Instructions to follow:
The full listing below should be repeated exactly.

=====

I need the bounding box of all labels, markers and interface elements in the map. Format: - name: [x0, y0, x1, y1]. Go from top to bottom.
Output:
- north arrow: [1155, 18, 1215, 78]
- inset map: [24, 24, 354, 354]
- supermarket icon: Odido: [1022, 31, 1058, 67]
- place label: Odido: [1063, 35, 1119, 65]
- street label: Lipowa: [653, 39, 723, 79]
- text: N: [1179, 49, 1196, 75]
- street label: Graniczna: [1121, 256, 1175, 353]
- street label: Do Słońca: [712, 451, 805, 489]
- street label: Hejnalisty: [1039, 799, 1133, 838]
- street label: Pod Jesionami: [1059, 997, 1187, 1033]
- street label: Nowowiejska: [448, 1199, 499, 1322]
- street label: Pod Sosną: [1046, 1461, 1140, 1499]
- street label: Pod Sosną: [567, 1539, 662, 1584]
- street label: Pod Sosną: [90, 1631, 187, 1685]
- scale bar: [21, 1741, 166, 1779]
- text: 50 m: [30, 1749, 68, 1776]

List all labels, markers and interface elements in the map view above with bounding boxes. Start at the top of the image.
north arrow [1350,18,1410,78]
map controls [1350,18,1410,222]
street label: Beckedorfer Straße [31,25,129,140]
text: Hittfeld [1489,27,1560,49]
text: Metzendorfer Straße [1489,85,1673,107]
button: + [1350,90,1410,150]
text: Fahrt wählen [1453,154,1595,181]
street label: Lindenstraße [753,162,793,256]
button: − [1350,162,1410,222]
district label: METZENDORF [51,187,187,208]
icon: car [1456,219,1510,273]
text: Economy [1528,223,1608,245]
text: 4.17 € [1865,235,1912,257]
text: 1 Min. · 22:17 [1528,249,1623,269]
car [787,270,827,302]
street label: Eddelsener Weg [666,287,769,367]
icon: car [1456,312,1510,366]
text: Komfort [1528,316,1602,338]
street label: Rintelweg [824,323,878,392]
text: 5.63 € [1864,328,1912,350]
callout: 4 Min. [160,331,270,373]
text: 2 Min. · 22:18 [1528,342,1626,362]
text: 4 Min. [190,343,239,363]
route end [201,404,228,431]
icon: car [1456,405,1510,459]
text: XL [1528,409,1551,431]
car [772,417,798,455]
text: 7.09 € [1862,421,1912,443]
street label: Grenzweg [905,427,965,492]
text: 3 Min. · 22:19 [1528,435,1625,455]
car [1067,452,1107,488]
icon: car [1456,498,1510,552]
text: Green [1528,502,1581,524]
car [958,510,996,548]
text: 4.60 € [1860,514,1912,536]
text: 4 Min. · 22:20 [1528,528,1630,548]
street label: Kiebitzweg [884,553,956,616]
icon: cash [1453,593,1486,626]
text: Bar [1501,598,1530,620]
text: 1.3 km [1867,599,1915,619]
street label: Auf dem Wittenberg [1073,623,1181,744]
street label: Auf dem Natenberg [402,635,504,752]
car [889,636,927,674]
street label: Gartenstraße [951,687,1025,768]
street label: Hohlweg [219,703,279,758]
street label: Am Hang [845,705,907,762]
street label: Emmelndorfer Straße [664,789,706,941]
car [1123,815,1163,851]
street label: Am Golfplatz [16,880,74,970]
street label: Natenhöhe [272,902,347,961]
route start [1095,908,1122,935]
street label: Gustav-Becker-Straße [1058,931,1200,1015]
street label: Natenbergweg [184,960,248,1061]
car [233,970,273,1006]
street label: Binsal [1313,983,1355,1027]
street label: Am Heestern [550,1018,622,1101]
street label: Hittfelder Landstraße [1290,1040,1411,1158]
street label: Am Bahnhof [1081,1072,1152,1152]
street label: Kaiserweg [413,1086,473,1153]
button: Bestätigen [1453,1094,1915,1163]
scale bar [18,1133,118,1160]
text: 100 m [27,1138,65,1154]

=====

Response:
I need the bounding box of all labels, markers and interface elements in the map. Format: - name: [x0, y0, x1, y1]. Go from top to bottom.
Output:
- north arrow: [1155, 18, 1215, 78]
- inset map: [24, 24, 354, 354]
- supermarket icon: Odido: [1022, 31, 1058, 67]
- place label: Odido: [1063, 35, 1119, 65]
- street label: Lipowa: [653, 39, 723, 79]
- text: N: [1179, 49, 1196, 75]
- street label: Graniczna: [1121, 256, 1175, 353]
- street label: Do Słońca: [712, 451, 805, 489]
- street label: Hejnalisty: [1039, 799, 1133, 838]
- street label: Pod Jesionami: [1059, 997, 1187, 1033]
- street label: Nowowiejska: [448, 1199, 499, 1322]
- street label: Pod Sosną: [1046, 1461, 1140, 1499]
- street label: Pod Sosną: [567, 1539, 662, 1584]
- street label: Pod Sosną: [90, 1631, 187, 1685]
- scale bar: [21, 1741, 166, 1779]
- text: 50 m: [30, 1749, 68, 1776]

List all labels, markers and interface elements in the map view above with bounding boxes. Start at the top of the image.
north arrow [1350,18,1410,78]
map controls [1350,18,1410,222]
street label: Beckedorfer Straße [31,25,129,140]
text: Hittfeld [1489,27,1560,49]
text: Metzendorfer Straße [1489,85,1673,107]
button: + [1350,90,1410,150]
text: Fahrt wählen [1453,154,1595,181]
street label: Lindenstraße [753,162,793,256]
button: − [1350,162,1410,222]
district label: METZENDORF [51,187,187,208]
icon: car [1456,219,1510,273]
text: Economy [1528,223,1608,245]
text: 4.17 € [1865,235,1912,257]
text: 1 Min. · 22:17 [1528,249,1623,269]
car [787,270,827,302]
street label: Eddelsener Weg [666,287,769,367]
icon: car [1456,312,1510,366]
text: Komfort [1528,316,1602,338]
street label: Rintelweg [824,323,878,392]
text: 5.63 € [1864,328,1912,350]
callout: 4 Min. [160,331,270,373]
text: 2 Min. · 22:18 [1528,342,1626,362]
text: 4 Min. [190,343,239,363]
route end [201,404,228,431]
icon: car [1456,405,1510,459]
text: XL [1528,409,1551,431]
car [772,417,798,455]
text: 7.09 € [1862,421,1912,443]
street label: Grenzweg [905,427,965,492]
text: 3 Min. · 22:19 [1528,435,1625,455]
car [1067,452,1107,488]
icon: car [1456,498,1510,552]
text: Green [1528,502,1581,524]
car [958,510,996,548]
text: 4.60 € [1860,514,1912,536]
text: 4 Min. · 22:20 [1528,528,1630,548]
street label: Kiebitzweg [884,553,956,616]
icon: cash [1453,593,1486,626]
text: Bar [1501,598,1530,620]
text: 1.3 km [1867,599,1915,619]
street label: Auf dem Wittenberg [1073,623,1181,744]
street label: Auf dem Natenberg [402,635,504,752]
car [889,636,927,674]
street label: Gartenstraße [951,687,1025,768]
street label: Hohlweg [219,703,279,758]
street label: Am Hang [845,705,907,762]
street label: Emmelndorfer Straße [664,789,706,941]
car [1123,815,1163,851]
street label: Am Golfplatz [16,880,74,970]
street label: Natenhöhe [272,902,347,961]
route start [1095,908,1122,935]
street label: Gustav-Becker-Straße [1058,931,1200,1015]
street label: Natenbergweg [184,960,248,1061]
car [233,970,273,1006]
street label: Binsal [1313,983,1355,1027]
street label: Am Heestern [550,1018,622,1101]
street label: Hittfelder Landstraße [1290,1040,1411,1158]
street label: Am Bahnhof [1081,1072,1152,1152]
street label: Kaiserweg [413,1086,473,1153]
button: Bestätigen [1453,1094,1915,1163]
scale bar [18,1133,118,1160]
text: 100 m [27,1138,65,1154]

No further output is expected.